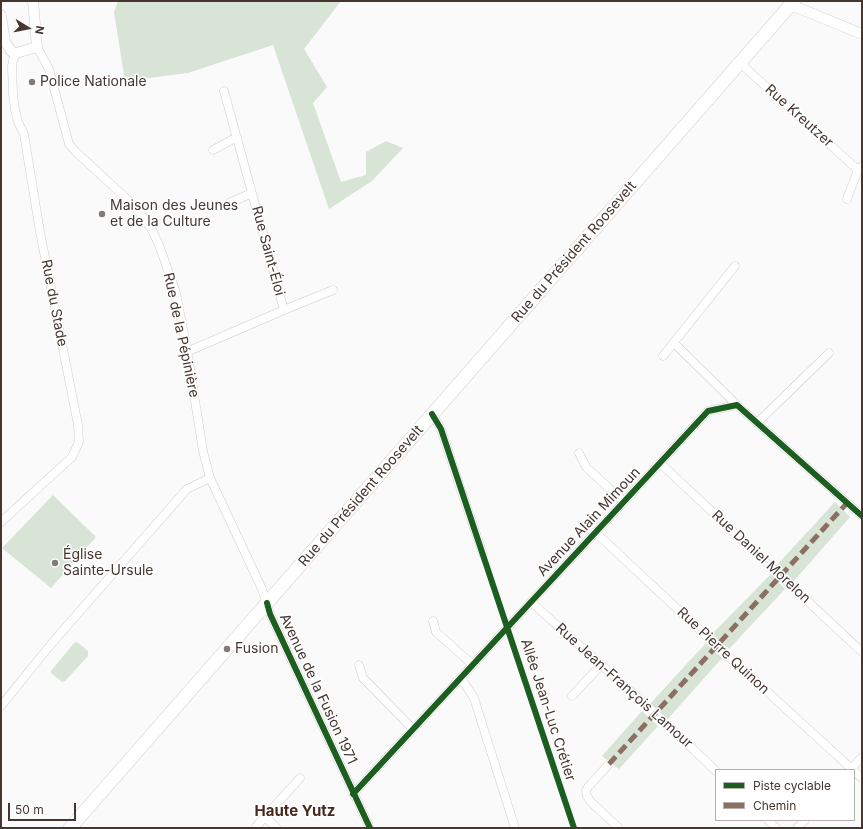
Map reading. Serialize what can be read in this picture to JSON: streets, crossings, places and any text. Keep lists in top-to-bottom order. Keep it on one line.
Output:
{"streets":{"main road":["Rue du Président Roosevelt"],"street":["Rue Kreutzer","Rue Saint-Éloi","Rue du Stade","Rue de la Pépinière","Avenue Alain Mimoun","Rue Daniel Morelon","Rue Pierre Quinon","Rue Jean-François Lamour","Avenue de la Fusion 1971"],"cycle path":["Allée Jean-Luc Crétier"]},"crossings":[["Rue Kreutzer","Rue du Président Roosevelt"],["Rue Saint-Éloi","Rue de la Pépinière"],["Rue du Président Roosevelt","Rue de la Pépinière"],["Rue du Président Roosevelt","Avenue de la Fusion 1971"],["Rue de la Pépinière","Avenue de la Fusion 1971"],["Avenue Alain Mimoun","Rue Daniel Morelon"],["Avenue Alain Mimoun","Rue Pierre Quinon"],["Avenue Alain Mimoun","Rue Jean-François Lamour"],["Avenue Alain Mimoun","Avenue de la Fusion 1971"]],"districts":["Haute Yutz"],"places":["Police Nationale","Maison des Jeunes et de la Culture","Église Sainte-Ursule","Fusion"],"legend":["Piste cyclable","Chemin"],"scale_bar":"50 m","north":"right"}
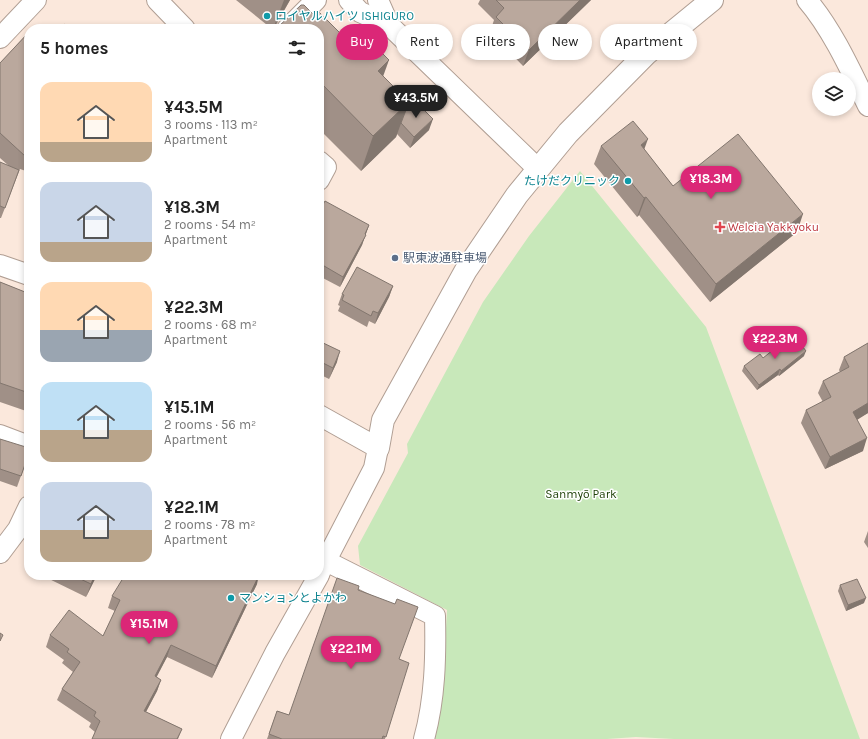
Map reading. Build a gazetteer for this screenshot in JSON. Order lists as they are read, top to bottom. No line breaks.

==

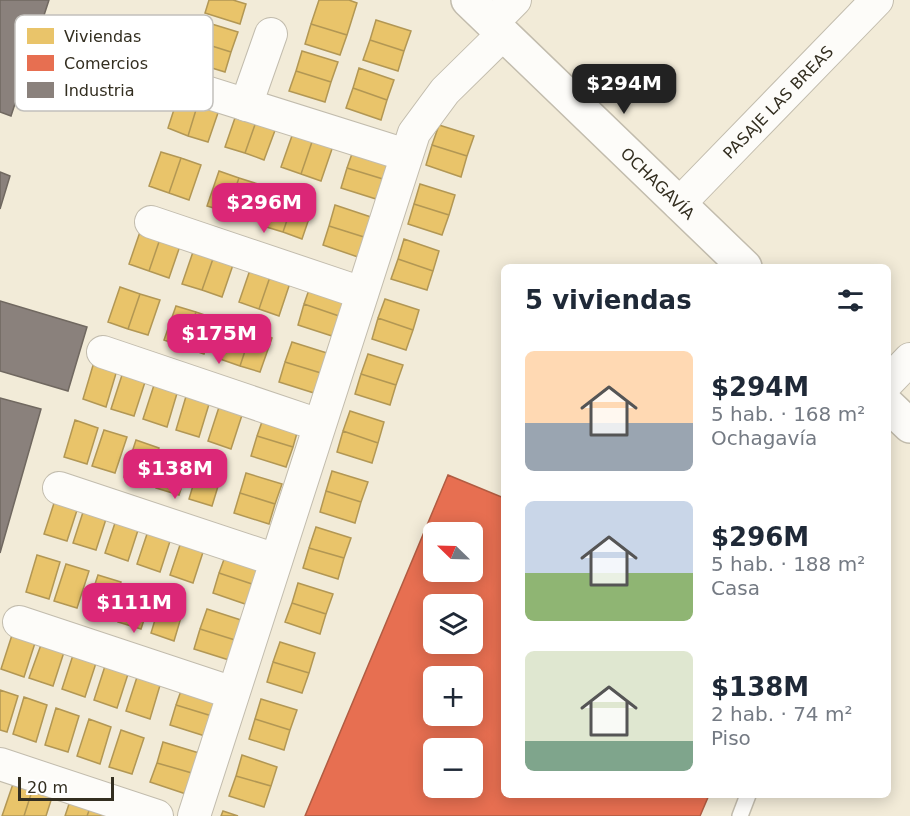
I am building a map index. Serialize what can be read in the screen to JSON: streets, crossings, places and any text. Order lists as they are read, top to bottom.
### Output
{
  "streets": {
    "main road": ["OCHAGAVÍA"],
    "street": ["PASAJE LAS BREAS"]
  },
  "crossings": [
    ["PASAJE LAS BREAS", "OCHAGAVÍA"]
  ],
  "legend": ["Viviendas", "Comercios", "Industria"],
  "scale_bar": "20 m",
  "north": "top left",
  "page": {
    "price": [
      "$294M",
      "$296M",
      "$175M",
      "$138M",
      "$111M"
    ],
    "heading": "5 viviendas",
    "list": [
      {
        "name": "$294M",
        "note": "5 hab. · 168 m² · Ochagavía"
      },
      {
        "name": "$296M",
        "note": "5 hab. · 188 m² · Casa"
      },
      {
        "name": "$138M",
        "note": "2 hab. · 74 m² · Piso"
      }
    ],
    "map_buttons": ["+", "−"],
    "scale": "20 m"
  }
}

__Work request__: Give the lines above again exactly, from the one containing "Map reading. Serialize" to the one containing "Map reading. Build", both included, but leave out the pictures.

__Your response__:
Map reading. Serialize what can be read in this picture to JSON: streets, crossings, places and any text. Keep lists in top-to-bottom order. Keep it on one line.
Output:
{"streets":{"main road":["Rue du Président Roosevelt"],"street":["Rue Kreutzer","Rue Saint-Éloi","Rue du Stade","Rue de la Pépinière","Avenue Alain Mimoun","Rue Daniel Morelon","Rue Pierre Quinon","Rue Jean-François Lamour","Avenue de la Fusion 1971"],"cycle path":["Allée Jean-Luc Crétier"]},"crossings":[["Rue Kreutzer","Rue du Président Roosevelt"],["Rue Saint-Éloi","Rue de la Pépinière"],["Rue du Président Roosevelt","Rue de la Pépinière"],["Rue du Président Roosevelt","Avenue de la Fusion 1971"],["Rue de la Pépinière","Avenue de la Fusion 1971"],["Avenue Alain Mimoun","Rue Daniel Morelon"],["Avenue Alain Mimoun","Rue Pierre Quinon"],["Avenue Alain Mimoun","Rue Jean-François Lamour"],["Avenue Alain Mimoun","Avenue de la Fusion 1971"]],"districts":["Haute Yutz"],"places":["Police Nationale","Maison des Jeunes et de la Culture","Église Sainte-Ursule","Fusion"],"legend":["Piste cyclable","Chemin"],"scale_bar":"50 m","north":"right"}
Map reading. Build a gazetteer for this screenshot in JSON. Order lists as they are read, top to bottom. No line breaks.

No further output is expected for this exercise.